4.5. Suitability of the Use of OP for the Dairy Goat Sector

This study demonstrates that incorporating OP into pelleted concentrate formulations at a 12% of DM for dairy goats could be considered a significant advancement over previous approaches, such as the silage-based use of OBP described by Arco-Pérez Et Al. [4]. The inclusion of OP in dry concentrate formulations offers distinct practical advantages, including reduced contamination risk, greater handling efficiency, improved feed acceptability, especially in the case of goats, and extended shelf life. Furthermore, this work expands the current understanding of ABP revalorization in ruminant nutrition.

Despite our results supporting the suitability of OP for dairy goat feeding, several limitations of this work should be noted. Firstly, this study lacks a comprehensive economic assessment, mainly due to the fluctuating prices of raw materials, especially OP, which is highly influenced by the volatility of olive oil prices. Nevertheless, based on the available data during this study (when olive oil prices were particularly high due to the drought), we estimate that the OPC feed could represent a cost saving of approximately 2.32% for farmers compared to the CTL feed.

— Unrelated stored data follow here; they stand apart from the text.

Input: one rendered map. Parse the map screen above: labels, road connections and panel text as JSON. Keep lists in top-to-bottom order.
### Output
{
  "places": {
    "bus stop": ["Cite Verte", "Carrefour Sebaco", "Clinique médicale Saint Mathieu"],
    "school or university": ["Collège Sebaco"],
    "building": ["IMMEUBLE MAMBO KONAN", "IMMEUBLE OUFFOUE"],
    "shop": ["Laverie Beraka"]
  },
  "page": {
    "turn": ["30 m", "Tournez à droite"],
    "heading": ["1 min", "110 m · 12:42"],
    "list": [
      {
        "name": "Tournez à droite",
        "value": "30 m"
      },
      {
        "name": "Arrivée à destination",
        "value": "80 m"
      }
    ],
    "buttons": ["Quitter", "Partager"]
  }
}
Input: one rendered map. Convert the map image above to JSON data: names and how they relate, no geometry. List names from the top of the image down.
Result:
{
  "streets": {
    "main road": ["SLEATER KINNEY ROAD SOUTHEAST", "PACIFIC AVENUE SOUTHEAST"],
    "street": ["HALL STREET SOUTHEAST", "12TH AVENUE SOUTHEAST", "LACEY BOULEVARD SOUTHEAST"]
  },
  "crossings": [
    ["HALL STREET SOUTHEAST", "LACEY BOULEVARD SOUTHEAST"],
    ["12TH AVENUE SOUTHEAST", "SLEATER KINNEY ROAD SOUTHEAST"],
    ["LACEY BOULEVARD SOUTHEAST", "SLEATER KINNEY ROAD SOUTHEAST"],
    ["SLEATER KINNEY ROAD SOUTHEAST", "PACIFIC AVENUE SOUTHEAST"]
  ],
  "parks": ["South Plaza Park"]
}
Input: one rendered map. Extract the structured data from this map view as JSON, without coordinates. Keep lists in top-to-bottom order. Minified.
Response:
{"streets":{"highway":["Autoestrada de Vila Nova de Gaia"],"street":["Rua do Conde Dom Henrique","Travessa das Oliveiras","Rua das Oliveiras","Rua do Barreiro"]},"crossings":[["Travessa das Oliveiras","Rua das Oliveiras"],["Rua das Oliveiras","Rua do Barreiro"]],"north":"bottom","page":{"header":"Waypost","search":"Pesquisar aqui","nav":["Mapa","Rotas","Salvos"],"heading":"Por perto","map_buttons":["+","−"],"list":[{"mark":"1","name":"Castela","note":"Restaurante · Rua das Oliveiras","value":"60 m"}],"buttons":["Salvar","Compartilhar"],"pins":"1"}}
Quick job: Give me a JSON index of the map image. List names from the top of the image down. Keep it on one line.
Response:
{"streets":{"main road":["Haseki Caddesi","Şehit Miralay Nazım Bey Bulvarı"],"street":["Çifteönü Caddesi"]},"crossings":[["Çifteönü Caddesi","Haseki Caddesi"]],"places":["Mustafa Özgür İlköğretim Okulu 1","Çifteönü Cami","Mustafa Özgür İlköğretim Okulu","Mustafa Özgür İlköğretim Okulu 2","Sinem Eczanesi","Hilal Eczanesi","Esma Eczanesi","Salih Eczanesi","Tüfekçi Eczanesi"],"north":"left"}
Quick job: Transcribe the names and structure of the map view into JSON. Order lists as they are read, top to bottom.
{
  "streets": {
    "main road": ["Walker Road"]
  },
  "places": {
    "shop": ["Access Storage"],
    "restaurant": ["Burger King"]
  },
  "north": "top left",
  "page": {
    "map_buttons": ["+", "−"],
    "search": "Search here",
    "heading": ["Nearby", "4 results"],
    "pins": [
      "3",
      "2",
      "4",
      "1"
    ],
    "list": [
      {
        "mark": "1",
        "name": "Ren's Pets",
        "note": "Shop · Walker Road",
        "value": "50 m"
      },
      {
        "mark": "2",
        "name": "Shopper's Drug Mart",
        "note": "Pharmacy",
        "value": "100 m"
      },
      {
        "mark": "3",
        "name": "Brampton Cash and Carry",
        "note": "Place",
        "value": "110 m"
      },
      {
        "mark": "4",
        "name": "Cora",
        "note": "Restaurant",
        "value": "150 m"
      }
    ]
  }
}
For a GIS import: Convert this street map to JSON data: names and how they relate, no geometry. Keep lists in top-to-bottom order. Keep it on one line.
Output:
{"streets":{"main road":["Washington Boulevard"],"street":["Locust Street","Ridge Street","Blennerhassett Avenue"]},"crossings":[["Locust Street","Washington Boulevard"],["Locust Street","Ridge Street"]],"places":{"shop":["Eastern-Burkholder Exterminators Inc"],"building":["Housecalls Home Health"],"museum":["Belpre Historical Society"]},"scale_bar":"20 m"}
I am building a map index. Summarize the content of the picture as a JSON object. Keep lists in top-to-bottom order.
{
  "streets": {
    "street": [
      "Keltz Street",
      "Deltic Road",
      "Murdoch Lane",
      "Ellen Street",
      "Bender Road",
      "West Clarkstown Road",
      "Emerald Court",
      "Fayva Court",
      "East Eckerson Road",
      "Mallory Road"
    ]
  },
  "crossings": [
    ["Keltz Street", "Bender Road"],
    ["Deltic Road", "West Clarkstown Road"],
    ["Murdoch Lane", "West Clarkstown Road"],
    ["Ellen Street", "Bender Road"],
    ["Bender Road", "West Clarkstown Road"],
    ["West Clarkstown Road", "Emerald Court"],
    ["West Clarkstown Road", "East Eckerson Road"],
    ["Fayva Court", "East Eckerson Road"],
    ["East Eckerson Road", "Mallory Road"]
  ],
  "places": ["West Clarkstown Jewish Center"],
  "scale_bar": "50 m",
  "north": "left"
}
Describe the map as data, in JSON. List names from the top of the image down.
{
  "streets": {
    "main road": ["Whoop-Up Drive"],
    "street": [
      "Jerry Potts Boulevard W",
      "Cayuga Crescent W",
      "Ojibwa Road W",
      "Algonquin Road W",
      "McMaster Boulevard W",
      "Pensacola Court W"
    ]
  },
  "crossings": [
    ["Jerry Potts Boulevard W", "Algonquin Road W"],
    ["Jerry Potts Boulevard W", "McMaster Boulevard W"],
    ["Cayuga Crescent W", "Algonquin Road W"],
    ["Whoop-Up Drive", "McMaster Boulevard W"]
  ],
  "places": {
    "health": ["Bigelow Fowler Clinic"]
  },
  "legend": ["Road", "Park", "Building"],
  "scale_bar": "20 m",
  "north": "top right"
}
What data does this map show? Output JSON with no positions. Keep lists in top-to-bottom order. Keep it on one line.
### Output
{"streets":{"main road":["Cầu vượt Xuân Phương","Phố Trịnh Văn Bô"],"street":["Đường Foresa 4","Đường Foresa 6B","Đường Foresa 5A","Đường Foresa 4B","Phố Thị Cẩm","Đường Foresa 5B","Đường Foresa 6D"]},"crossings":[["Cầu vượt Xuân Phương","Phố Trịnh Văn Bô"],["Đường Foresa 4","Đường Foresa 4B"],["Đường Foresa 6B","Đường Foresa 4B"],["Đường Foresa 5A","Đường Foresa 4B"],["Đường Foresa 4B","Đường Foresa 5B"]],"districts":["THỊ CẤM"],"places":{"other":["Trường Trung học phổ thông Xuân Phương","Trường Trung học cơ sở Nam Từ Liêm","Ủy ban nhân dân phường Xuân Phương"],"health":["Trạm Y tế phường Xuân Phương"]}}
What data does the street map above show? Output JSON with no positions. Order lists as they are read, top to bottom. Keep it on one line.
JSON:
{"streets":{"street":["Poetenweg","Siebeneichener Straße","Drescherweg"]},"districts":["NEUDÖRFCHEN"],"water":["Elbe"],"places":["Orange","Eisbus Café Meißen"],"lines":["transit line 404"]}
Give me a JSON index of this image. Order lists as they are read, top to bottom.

Considering the current OP prices in 2025, which are close to EUR 95/ton, the savings could reach up to 7.84% with the use of OPC feed compared to the CTL feed. On the other hand, the potential reduction in environmental impact derived from the incorporation of OP in the dairy goat diet was not assessed. Therefore, it is necessary to determine this impact objectively and realistically, using tools such as the carbon footprint of goat milk or a full life-cycle assessment (LCA), following the strategy outlined in recent approaches [57]. Finally, given the complexity of the ruminant digestive system (microbiologically, physiologically, and anatomically) and its usual requirement for adaptation periods of varying length to dietary changes, a longer observation period covering the entire lactation cycle, including late lactation, is needed to fully understand the effects on N utilization.

5. Conclusions

This study successfully characterized OP as a suitable by-product for dairy goat nutrition. The inclusion of OP at 12% in concentrate, on a DM basis, preserved nutrient digestibility, energy balance, and N utilization efficiency without adverse effects on ruminal fermentation parameters. Milk yield remained unaffected, while milk composition was enhanced through increased CP content and an improved fatty acid profile, particularly CLA. The partial substitution of conventional ingredients with OP reduced concentrate costs, demonstrating its economic viability. While these findings validate OP as an effective feed ingredient that meets the study objectives of characterizing and evaluating its dietary inclusion effects, further research is needed to quantify long-term economic impacts and environmental benefits through LCA.